Maybe what I needed to hear.

curiousinterloper · 06/07/2012 16:02

Hi all,
I was on here a while back and was unfortunately involved in some argie bargie, ending with me hiding the thread as I was upset. Since then I have unhidden the thread (obviously!) and continued to lurk as I have still found the advice and chatter of all of you immensely helpful.

Daisy, I have de-lurked just to give you a virtual hug really, and to let you know you're not alone. I had a lft about 5 weeks ago and it also came back abnormal. I don't know your specific results, but I'm sure you will be fine. Like you say, it's a wake-up call and a kick up the bum to be proactive about it. Please don't be too worried [hugs] I spent the first few days very upset, anxious and 'why me' (der!) and then decided to put it to good use. I told my family and friends that my result was abnormal so I would be sure that no one would try and persuade me to have a drink.

I hope you are okay x I haven't had a drink for over 2 months and you really will be fine.

curiousinterloper · 06/07/2012 16:06

sorry, meant to say that my 'abnormal' meant that I wasn't yet in unrepairable territory, but I was certainly going that way if I didn't hang up the drinking gloves. I'm not sure whether you had a chance to sit down with your GP and find out what exactly the 'abnormal' meant

(I hope they did go through it with you. I was left for 4 days before getting the result and getting in to see the doc to have it explained, and those 4 days were not fun!)

hugs again x

Daisy0407 · 06/07/2012 16:27

Thanks Curious X

I was phoned earlier today with the results. The GP just said slightly elevated on the liver test. So I have to go back Aug 3rd for another blood test.

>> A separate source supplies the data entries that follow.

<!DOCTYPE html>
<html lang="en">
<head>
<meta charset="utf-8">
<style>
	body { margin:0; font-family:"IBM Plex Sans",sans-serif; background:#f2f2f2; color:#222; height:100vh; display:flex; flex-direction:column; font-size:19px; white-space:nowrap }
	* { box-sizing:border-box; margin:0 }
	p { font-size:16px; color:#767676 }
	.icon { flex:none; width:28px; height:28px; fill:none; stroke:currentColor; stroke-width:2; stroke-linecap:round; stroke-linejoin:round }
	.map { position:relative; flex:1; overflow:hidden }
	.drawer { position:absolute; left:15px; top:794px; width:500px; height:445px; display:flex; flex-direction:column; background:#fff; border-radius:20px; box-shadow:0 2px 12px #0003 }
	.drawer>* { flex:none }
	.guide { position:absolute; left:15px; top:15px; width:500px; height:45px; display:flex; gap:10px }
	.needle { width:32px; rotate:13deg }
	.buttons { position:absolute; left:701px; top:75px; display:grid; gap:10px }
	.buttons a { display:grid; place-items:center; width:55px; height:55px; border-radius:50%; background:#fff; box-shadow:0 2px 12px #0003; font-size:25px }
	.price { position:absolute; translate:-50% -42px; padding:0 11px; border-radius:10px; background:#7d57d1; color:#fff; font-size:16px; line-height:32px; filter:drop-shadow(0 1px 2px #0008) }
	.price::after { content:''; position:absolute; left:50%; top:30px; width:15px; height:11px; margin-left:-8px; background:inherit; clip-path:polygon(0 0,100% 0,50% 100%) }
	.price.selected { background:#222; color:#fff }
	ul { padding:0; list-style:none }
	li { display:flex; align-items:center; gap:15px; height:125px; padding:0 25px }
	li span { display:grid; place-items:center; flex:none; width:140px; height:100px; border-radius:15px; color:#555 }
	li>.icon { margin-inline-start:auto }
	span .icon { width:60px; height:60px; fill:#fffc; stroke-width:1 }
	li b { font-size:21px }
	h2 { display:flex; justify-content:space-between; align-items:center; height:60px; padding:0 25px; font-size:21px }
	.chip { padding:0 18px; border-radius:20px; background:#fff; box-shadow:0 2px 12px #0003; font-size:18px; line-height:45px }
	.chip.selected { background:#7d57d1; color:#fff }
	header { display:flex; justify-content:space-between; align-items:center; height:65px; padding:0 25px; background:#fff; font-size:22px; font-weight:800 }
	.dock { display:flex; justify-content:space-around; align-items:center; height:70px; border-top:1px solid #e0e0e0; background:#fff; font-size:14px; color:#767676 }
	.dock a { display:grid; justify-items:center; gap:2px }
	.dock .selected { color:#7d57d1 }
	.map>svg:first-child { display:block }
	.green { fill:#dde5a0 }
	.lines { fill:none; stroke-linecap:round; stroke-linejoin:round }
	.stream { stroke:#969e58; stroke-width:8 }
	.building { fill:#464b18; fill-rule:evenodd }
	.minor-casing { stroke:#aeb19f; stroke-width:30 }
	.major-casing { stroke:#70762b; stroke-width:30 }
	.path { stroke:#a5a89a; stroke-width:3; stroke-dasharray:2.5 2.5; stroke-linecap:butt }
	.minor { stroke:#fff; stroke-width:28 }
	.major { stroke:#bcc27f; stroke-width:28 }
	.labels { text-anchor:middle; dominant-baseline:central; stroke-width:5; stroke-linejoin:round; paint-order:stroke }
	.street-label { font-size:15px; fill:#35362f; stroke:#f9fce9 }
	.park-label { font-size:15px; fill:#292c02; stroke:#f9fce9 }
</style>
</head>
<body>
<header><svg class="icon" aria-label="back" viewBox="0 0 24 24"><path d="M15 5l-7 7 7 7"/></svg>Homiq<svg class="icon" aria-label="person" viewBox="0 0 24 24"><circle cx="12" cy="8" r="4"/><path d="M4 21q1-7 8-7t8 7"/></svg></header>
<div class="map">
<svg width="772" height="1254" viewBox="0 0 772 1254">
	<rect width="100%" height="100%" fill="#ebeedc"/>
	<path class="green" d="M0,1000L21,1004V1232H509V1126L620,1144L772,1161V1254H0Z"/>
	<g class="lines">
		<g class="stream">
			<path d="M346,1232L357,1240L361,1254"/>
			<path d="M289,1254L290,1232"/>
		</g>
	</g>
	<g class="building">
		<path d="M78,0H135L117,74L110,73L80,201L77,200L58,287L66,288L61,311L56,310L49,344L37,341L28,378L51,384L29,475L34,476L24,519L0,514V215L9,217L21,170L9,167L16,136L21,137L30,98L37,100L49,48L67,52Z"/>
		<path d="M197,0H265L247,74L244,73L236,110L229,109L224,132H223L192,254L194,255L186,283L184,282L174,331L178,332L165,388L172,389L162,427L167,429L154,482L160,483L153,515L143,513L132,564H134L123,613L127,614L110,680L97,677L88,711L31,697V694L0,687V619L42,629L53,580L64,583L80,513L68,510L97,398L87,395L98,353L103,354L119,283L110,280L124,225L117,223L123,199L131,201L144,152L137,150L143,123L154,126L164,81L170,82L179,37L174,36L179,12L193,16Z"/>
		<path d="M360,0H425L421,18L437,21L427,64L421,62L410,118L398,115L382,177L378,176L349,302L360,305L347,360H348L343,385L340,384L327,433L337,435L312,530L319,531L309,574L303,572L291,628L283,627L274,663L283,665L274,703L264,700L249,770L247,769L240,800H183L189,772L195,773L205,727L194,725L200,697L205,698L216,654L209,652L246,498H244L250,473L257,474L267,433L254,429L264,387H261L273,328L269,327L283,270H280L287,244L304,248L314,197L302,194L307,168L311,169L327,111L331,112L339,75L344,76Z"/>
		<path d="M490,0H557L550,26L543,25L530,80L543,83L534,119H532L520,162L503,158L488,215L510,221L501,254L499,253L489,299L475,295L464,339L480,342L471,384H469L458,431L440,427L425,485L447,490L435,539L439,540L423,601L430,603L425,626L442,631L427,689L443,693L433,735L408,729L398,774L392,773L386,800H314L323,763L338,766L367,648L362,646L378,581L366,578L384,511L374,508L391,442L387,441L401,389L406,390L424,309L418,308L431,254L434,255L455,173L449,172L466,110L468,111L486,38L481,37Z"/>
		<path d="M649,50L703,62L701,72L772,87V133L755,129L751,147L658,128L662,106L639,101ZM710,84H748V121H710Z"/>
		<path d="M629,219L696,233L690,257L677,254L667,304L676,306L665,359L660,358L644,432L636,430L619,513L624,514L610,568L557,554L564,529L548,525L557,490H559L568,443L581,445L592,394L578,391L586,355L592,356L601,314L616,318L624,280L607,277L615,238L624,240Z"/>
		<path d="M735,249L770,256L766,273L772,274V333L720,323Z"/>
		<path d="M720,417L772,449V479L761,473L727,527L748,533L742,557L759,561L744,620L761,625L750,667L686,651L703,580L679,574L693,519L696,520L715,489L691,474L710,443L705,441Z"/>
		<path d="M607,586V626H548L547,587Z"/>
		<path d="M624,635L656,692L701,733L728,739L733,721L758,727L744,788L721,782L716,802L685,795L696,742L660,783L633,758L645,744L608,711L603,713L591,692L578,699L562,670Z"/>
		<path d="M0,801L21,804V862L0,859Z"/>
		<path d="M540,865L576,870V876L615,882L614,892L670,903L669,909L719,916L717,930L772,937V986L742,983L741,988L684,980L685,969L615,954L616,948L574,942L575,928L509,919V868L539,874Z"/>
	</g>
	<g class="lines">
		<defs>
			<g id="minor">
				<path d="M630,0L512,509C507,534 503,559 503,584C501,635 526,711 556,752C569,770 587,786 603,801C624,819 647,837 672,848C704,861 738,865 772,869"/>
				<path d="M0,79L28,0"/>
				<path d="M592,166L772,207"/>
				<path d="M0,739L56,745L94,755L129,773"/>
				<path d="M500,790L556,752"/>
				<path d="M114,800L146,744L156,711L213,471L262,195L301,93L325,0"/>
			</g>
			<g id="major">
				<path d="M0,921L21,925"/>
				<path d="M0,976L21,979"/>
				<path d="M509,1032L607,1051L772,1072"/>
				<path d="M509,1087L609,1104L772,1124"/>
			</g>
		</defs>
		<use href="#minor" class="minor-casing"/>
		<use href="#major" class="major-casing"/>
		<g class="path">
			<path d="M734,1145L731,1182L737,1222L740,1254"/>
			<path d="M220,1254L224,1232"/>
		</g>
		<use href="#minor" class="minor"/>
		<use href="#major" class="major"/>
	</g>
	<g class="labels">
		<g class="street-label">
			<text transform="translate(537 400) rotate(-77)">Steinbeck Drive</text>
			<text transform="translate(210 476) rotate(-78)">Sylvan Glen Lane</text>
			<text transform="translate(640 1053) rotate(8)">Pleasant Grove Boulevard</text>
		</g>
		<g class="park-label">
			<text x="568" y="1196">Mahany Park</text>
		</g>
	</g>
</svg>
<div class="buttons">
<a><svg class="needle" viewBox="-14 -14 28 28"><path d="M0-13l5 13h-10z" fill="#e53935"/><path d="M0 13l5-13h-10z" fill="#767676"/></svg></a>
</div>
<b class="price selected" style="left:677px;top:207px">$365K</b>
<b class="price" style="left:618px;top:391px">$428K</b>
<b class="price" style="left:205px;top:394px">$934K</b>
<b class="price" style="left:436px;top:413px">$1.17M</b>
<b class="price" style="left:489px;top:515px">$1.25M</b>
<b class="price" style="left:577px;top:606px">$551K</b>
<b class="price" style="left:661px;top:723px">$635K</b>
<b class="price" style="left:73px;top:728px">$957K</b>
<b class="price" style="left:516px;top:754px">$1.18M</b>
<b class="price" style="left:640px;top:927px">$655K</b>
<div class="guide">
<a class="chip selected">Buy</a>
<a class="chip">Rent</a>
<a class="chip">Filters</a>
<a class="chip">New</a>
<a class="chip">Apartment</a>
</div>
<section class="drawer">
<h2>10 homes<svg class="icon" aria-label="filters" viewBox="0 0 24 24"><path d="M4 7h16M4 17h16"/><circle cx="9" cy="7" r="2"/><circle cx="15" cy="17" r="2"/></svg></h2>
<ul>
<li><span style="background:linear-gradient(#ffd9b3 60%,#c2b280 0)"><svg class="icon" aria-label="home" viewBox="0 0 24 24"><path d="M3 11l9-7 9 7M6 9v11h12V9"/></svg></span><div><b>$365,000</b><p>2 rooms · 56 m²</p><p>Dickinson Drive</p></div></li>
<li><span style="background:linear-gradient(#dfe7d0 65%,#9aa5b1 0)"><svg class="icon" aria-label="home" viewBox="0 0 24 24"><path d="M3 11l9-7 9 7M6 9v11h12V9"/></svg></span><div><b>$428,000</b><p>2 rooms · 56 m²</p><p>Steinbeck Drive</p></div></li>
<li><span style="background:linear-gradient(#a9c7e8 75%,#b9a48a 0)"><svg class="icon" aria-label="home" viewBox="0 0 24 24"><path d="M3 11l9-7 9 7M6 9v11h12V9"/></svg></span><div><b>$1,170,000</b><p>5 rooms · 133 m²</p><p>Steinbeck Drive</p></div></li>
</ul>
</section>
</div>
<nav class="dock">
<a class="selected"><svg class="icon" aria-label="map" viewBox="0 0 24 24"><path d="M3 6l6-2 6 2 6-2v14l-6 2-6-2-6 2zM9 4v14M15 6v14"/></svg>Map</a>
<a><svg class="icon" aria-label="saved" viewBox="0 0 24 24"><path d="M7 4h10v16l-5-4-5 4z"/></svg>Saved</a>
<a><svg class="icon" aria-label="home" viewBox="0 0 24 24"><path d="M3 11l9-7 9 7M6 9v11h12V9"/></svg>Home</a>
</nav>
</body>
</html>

I'm feeling really disappointed with myself. Was hungover today too Sad Not drinking today. Will definitely use this as my starting point for a fresh start!

curiousinterloper · 06/07/2012 16:34

Daisy, that's okay! From what I've understood slightly elevated is okay, in that you can repair any damage that's been done. So all good Smile. The relief I felt when I found out it was still in my hands to make good the damage was huge. I knew it wouldn't be easy, but knowing that sorting the situation out was still in my hands felt like a blessing to be honest!

Fresh start today then Smile It's been a sort of impetus for me to quit properly, hope it can be for you too, if that's what you want obviously! xx

venusandmars · 06/07/2012 16:52

curious glad that you're still around (no recollection of what went on before Blush), and really good to hear that things seem to be going well for you.

daisy I was too scared ever to go for LFT, so you are doing better than I did (and sometimes a little corner of my scared mind wonders whether I left it too late and there's some secret damage been done - guess I should confront that sometime). As curious says, use this time to take control - STOP drinking - and let your liver recover. Amaze yourself with how well you can do, and how your liver will respond.

Fairenuff · 06/07/2012 16:53

curious wow 2 months, well done, that's fab! How are you feeling now, great I bet?

Daisy you have all the power in your hands to change that result. Just take it one day at a time - the hours, days soon add up and it will get much easier for you to not drink x

Daisy0407 · 06/07/2012 16:55

Venus~the doctor ticked the boxes for a blood test because I complained about feeling tired all the time. She didn't tick for a LFT. I did!!!